▼

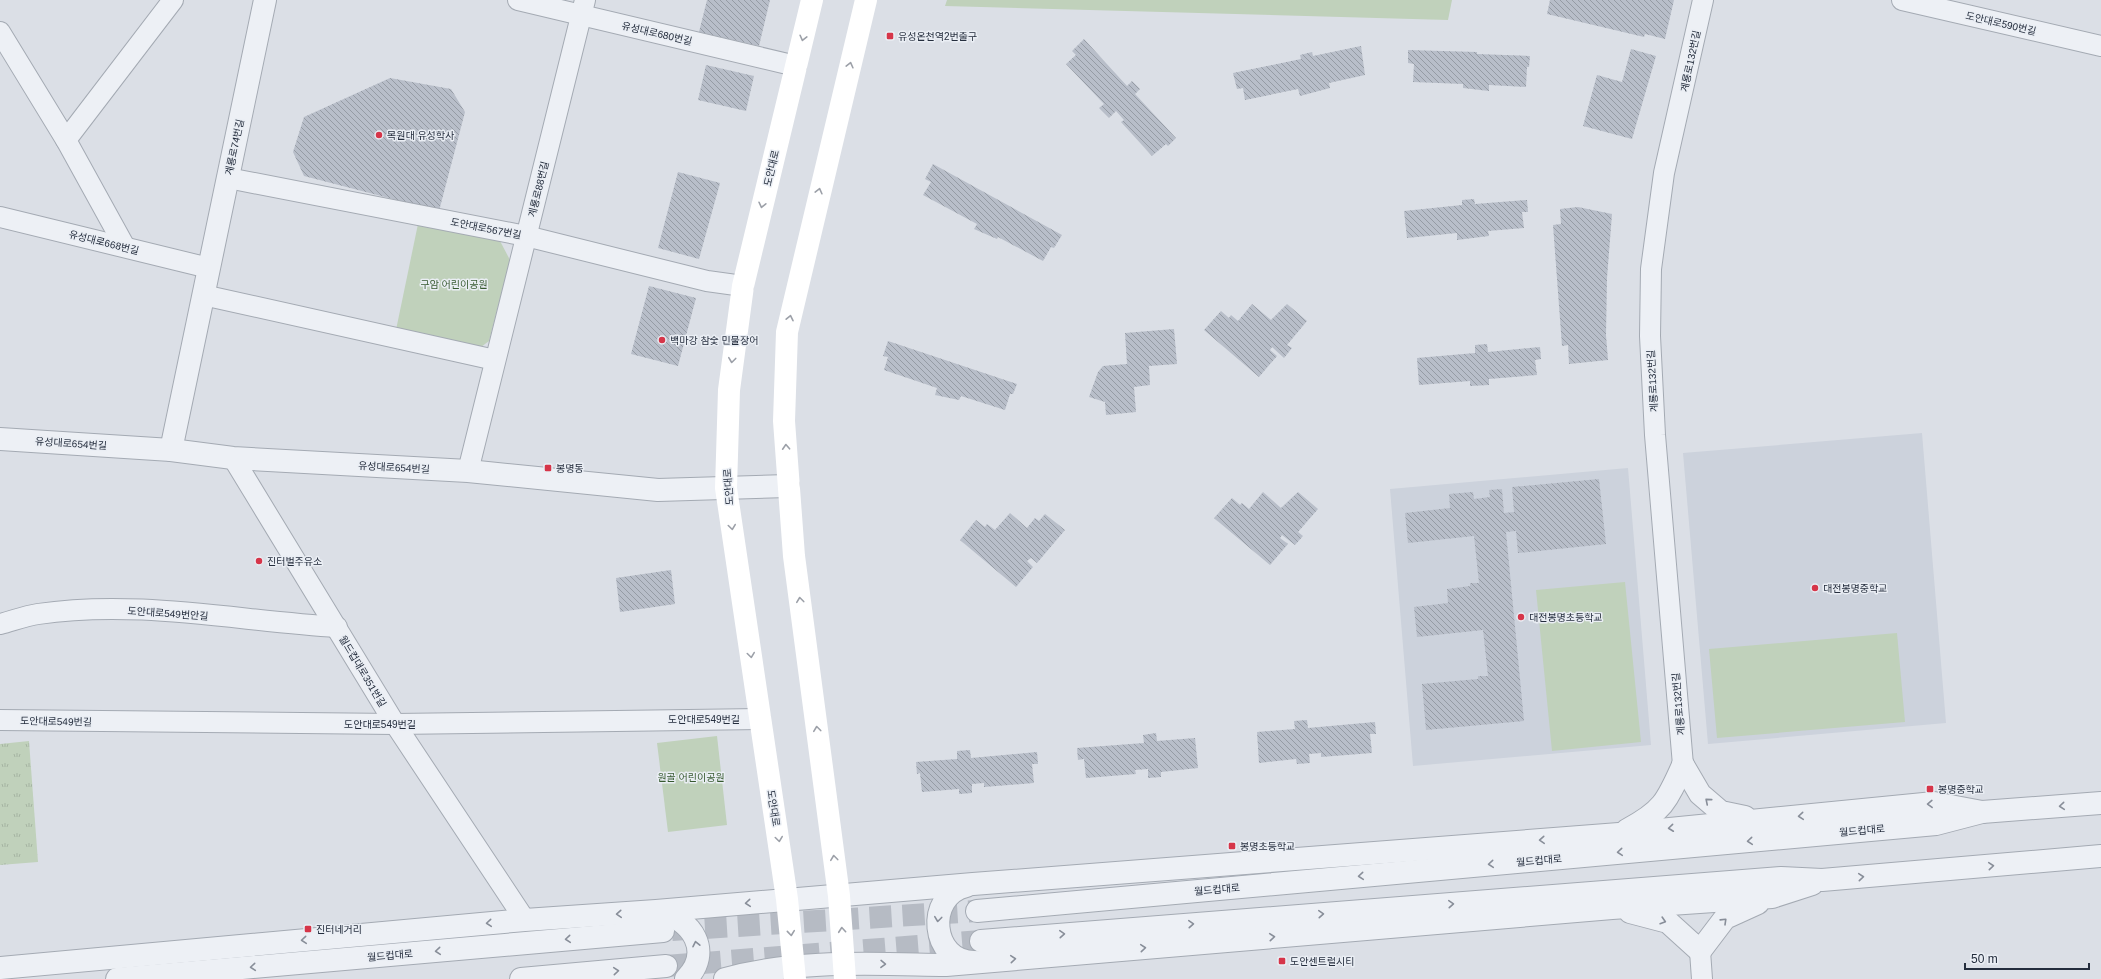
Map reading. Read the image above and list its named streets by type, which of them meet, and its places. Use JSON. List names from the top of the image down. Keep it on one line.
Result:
{"streets":{"main road":["도안대로"],"street":["도안대로590번길","유성대로680번길","계룡로132번길","계룡로74번길","계룡로88번길","도안대로567번길","유성대로668번길","유성대로654번길","도안대로549번안길","월드컵대로351번길","도안대로549번길","월드컵대로"]},"crossings":[["유성대로680번길","도안대로"],["유성대로680번길","계룡로88번길"],["계룡로74번길","도안대로567번길"],["계룡로74번길","유성대로668번길"],["계룡로74번길","유성대로654번길"],["도안대로","도안대로567번길"],["도안대로","유성대로654번길"],["도안대로","도안대로549번길"],["계룡로88번길","도안대로567번길"],["계룡로88번길","유성대로654번길"],["유성대로654번길","월드컵대로351번길"],["도안대로549번안길","월드컵대로351번길"],["월드컵대로351번길","도안대로549번길"]],"parks":["구암 어린이공원","원골 어린이공원"],"places":{"transit":["유성온천역2번출구","봉명동","봉명중학교","봉명초등학교","진터네거리","도안센트럴시티"],"other":["목원대 유성학사","백마강 참숯 민물장어","진터벌주유소","대전봉명중학교","대전봉명초등학교"]},"scale_bar":"50 m"}
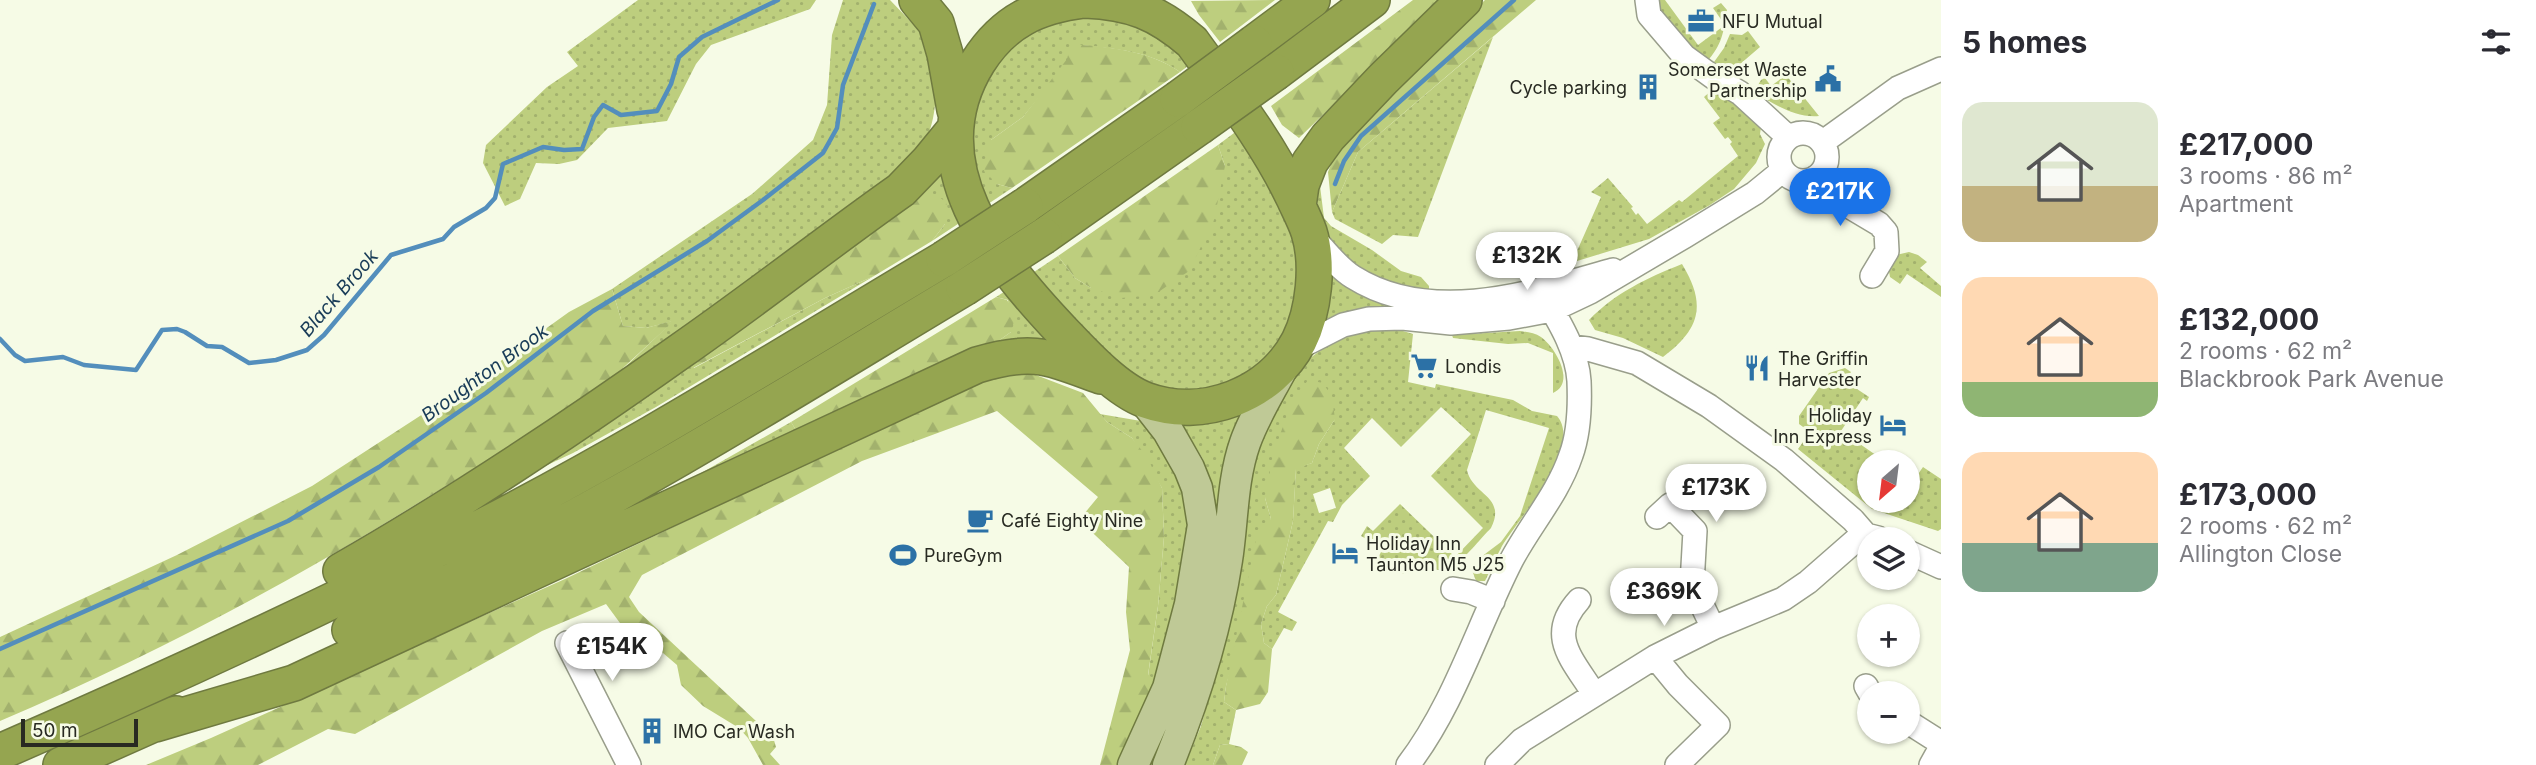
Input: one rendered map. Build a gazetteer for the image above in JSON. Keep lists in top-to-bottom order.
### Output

▲

What you will do:
Take from the entries every line that has the string "above".

Solution for this exercise:
Map reading. Read the image above and list its named streets by type, which of them meet, and its places. Use JSON. List names from the top of the image down. Keep it on one line.
Input: one rendered map. Build a gazetteer for the image above in JSON. Keep lists in top-to-bottom order.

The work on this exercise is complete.